Die Schauspieler Veit Schubert (l-r), Max Gindorf, Constanze Becker, Oliver Kraushaar, Andreas Beck, spielen bei einer szenischen Lesung auf der Bühne des Berliner Ensemble weitere Details zu einem Treffen von AfD-Politikern, Rechtsextremisten und Unternehmer.
Im Berliner Ensemble wurde die "Correctiv"-Recherche zum Rechtsextremen-Treffen in Potsdam vorgestellt. Bildrechte: picture alliance/dpa | Carsten Koall

"Correctiv"-Recherche AfD-Mitarbeiter soll Schläger auf Kronzeugen im Fall "Lina E." angesetzt haben

18. Januar 2024, 13:40 Uhr

Ein Mitarbeiter eines AfD-Bundestagsabgeordneten soll rechtsextreme Schläger auf einen Kronzeugen im Fall "Lina E." angesetzt haben. Das enthüllte "Correctiv" nun bei einer szenischen Lesung im Berliner Ensemble. Der Beschuldigte wies die Vorwürfe zurück.

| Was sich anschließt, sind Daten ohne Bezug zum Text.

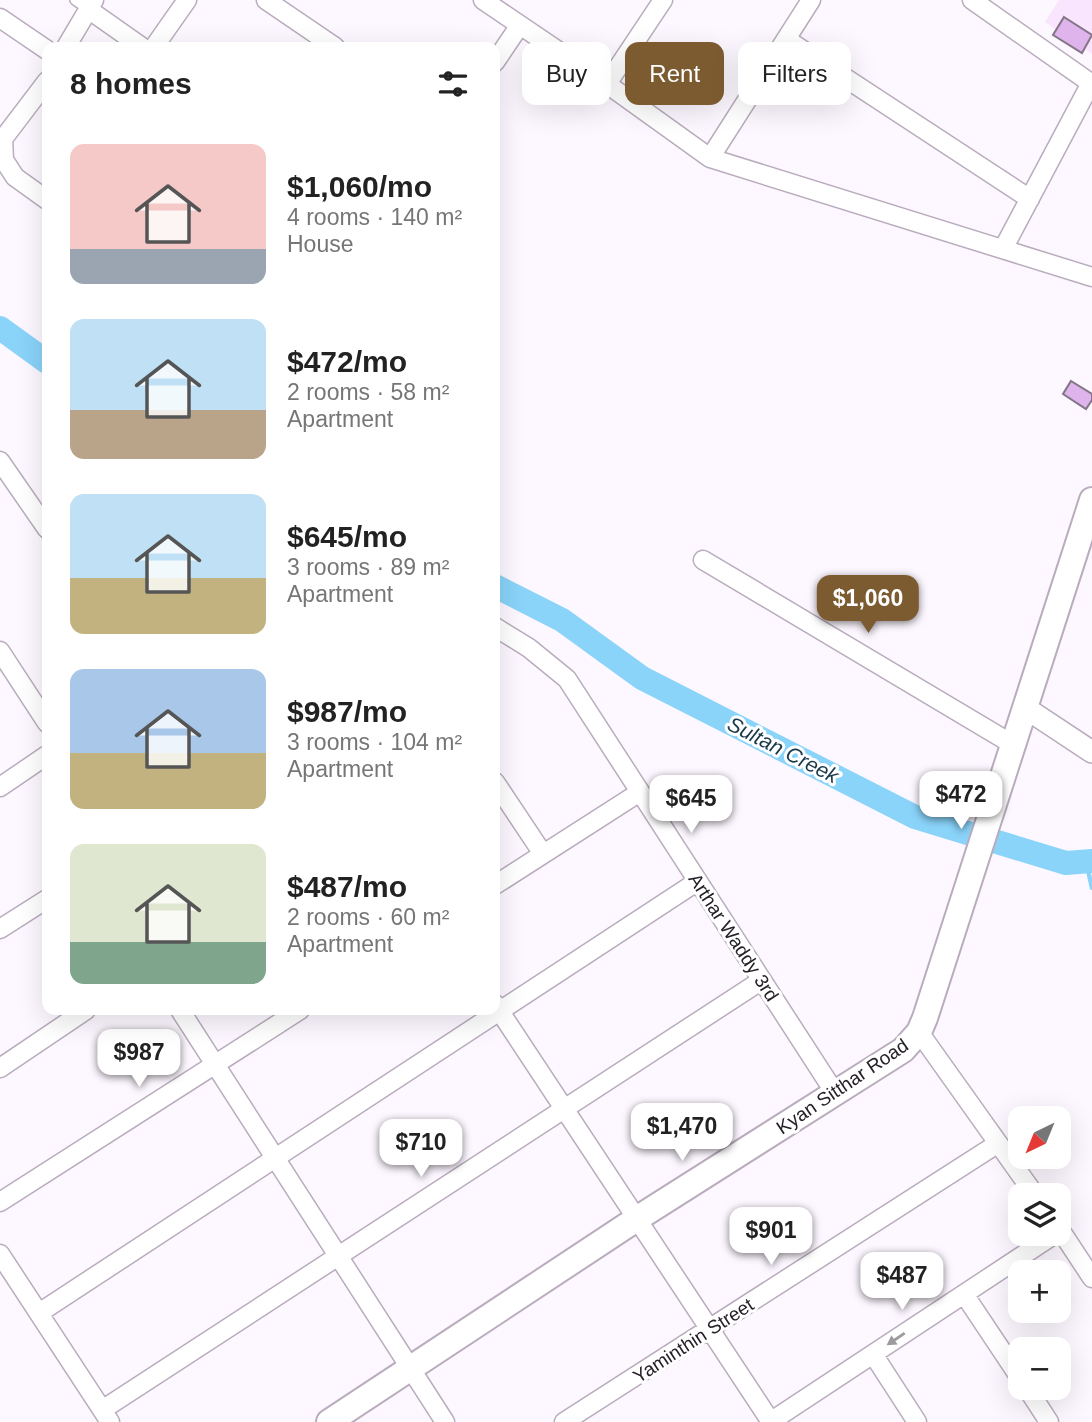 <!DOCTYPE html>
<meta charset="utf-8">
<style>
body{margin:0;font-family:Helvetica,sans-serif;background:#f6f6f6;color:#222;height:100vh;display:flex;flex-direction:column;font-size:26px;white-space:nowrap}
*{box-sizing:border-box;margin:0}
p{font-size:23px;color:#767676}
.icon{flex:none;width:38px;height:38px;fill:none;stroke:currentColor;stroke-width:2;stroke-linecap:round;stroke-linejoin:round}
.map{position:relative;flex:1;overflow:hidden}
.panel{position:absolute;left:42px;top:42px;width:458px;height:973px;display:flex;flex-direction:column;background:#fff;border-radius:14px;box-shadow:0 7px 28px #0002}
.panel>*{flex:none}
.guide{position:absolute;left:522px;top:42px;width:466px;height:63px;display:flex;gap:14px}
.needle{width:46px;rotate:223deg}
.controls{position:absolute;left:1008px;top:1106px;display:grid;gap:14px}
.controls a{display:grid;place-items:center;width:63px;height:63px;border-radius:14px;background:#fff;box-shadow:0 7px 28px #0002;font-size:35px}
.price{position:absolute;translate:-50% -60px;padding:0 16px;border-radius:14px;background:#fff;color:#222;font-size:23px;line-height:46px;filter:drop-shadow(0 2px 4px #0008)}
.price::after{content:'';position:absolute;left:50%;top:42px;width:21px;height:16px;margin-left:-10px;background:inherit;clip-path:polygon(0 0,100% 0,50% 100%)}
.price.selected{background:#7c5b31;color:#fff}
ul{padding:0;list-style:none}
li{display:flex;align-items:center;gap:21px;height:175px;padding:0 28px}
li span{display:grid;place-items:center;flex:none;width:196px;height:140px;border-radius:14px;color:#555}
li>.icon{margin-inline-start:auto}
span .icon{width:84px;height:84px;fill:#fffc;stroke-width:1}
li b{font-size:30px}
h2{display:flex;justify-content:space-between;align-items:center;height:84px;padding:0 28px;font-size:30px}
.pill{padding:0 24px;border-radius:14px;background:#fff;box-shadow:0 7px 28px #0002;font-size:24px;line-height:63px}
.pill.selected{background:#7c5b31;color:#fff}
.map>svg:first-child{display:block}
</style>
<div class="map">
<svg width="1092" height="1422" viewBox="0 0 1092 1422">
<rect width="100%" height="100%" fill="#fdf7ff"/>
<!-- built -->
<path fill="#f9e6fe" d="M1059 0H1092V54L1045 22Z"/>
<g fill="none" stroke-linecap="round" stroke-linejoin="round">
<!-- stream -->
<path stroke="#8ad3f9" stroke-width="4.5" d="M1086 861 1092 888"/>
<!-- river -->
<path stroke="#8ad3f9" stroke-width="24" d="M0 328 47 362
M495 586 562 620 642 678 915 817 1066 863 1092 861"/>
</g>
<!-- building -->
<path fill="#dfb3eb" stroke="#827585" stroke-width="2" d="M1064 17 1092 35 1082 53 1053 35Z
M1071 381 1092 394V400L1086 409 1063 394Z"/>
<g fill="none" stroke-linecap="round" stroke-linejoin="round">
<!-- service casing -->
<g stroke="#b9acbd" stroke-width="12">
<path id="service" d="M75 0 88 9"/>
</g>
<!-- minor casing -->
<g stroke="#b9acbd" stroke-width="21">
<path id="minor" d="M266 0 335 47
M483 0 607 84 710 158 1092 277
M972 0 1092 84
M88 9 142 47
M0 18 47 50
M786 39 1030 199
M66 47 94 0
M154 47 187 0
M495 62 520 25
M47 81 3 139 4 160 15 177 47 200
M607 84 663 0
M710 158 811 0
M1003 249 1091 83
M0 461 47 529
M703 560 1012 744
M495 627 529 648 567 679 835 1093
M0 651 47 723
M495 782 543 854
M0 787 47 755
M495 885 640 792
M0 929 47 899
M495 1004 771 1422
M180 1010 445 1422
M919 1032 1035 1195
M0 1068 86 1010
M0 1202 300 1010
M1059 1228 1092 1278
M0 1254 110 1422
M964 1294 1020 1378
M39 1313 698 881
M873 1354 917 1422
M1027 1388 1049 1422
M102 1410 762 980
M564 1422 997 1144
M770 1422 1055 1234"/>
</g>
<!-- tertiary casing -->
<g stroke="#b9acbd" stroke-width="24">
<path id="tertiary" d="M1024 707 1092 752"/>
</g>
<!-- secondary casing -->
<g stroke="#b9acbd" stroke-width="28">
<path id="secondary" d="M329 1422 638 1218 903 1050 919 1032 925 1018 1092 500"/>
</g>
<!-- service -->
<use href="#service" stroke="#fff" stroke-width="9"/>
<!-- minor -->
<use href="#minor" stroke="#fff" stroke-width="18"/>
<!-- tertiary -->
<use href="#tertiary" stroke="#fff" stroke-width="21"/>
<!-- secondary -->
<use href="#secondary" stroke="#fff" stroke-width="24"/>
</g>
<!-- one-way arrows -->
<defs><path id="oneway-solid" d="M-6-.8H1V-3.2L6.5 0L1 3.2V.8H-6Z" transform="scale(1.75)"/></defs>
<use fill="#9d9b9e" href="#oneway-solid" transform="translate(896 1339) rotate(146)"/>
<g text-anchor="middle" stroke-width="6" stroke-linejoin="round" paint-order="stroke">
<!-- street labels -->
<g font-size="19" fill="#262128" stroke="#fff">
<text transform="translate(734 937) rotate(57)" y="7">Arthar Waddy 3rd</text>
<text transform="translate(842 1086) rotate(-34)" y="7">Kyan Sitthar Road</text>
<text transform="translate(693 1340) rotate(-33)" y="7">Yaminthin Street</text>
</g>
<!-- water labels -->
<g font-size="21" font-style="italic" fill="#193a4a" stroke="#fff">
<text transform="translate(783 750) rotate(27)" y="7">Sultan Creek</text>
</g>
</g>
</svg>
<div class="controls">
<a><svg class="needle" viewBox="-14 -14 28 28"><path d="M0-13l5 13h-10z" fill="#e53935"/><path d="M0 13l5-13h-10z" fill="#767676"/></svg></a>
<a><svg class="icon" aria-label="layers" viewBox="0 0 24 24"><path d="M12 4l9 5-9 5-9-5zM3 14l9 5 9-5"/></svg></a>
<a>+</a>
<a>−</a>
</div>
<b class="price selected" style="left:868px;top:635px">$1,060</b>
<b class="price" style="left:961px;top:831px">$472</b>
<b class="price" style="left:691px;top:835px">$645</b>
<b class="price" style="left:139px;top:1089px">$987</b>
<b class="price" style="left:682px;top:1163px">$1,470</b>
<b class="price" style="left:421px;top:1179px">$710</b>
<b class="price" style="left:771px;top:1267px">$901</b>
<b class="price" style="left:902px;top:1312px">$487</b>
<div class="guide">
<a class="pill">Buy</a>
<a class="pill selected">Rent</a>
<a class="pill">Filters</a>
</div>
<section class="panel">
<h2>8 homes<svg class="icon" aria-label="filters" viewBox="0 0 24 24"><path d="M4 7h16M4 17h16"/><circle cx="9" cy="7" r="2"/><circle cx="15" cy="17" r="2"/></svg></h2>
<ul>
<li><span style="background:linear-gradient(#f6c9c9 75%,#9aa5b1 0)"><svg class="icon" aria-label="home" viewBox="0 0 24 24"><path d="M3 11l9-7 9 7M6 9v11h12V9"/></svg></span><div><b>$1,060/mo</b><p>4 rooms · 140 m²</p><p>House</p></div></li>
<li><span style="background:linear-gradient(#bfe0f5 65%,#b9a48a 0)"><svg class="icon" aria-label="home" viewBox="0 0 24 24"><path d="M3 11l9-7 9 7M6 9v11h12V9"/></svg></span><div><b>$472/mo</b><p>2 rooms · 58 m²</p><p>Apartment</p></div></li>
<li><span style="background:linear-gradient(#bfe0f5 60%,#c2b280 0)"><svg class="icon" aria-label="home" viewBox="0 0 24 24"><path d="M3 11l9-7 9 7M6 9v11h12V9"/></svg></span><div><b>$645/mo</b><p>3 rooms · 89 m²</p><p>Apartment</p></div></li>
<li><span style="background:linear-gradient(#a9c7e8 60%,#c2b280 0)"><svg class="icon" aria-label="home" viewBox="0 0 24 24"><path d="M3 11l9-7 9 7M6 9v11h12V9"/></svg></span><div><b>$987/mo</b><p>3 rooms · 104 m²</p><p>Apartment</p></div></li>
<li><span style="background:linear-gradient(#dfe7d0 70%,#7fa58c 0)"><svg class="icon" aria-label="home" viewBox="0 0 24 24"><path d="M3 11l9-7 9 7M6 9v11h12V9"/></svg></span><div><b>$487/mo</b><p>2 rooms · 60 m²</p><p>Apartment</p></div></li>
</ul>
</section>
</div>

Eine Woche nach ersten Berichten über ein Treffen von rechtsextremen Aktivisten mit Politikern beziehungsweise Mitgliedern von AfD und CDU in Potsdam hat das Medienhaus "Correctiv" weitere Details enthüllt. Dabei geht es um einen wissenschaftlichen Mitarbeiter des aus Magdeburg stammenden AfD-Bundestagsabgeordneten Jan Wenzel Schmidt und um angebliche Aktionen gegen linke Aktivisten. Bei dem Mann handelt es sich um einen wegen Körperverletzung vorbestraften langjährigen führenden Kopf der rechtsextremen Identitären Bewegung.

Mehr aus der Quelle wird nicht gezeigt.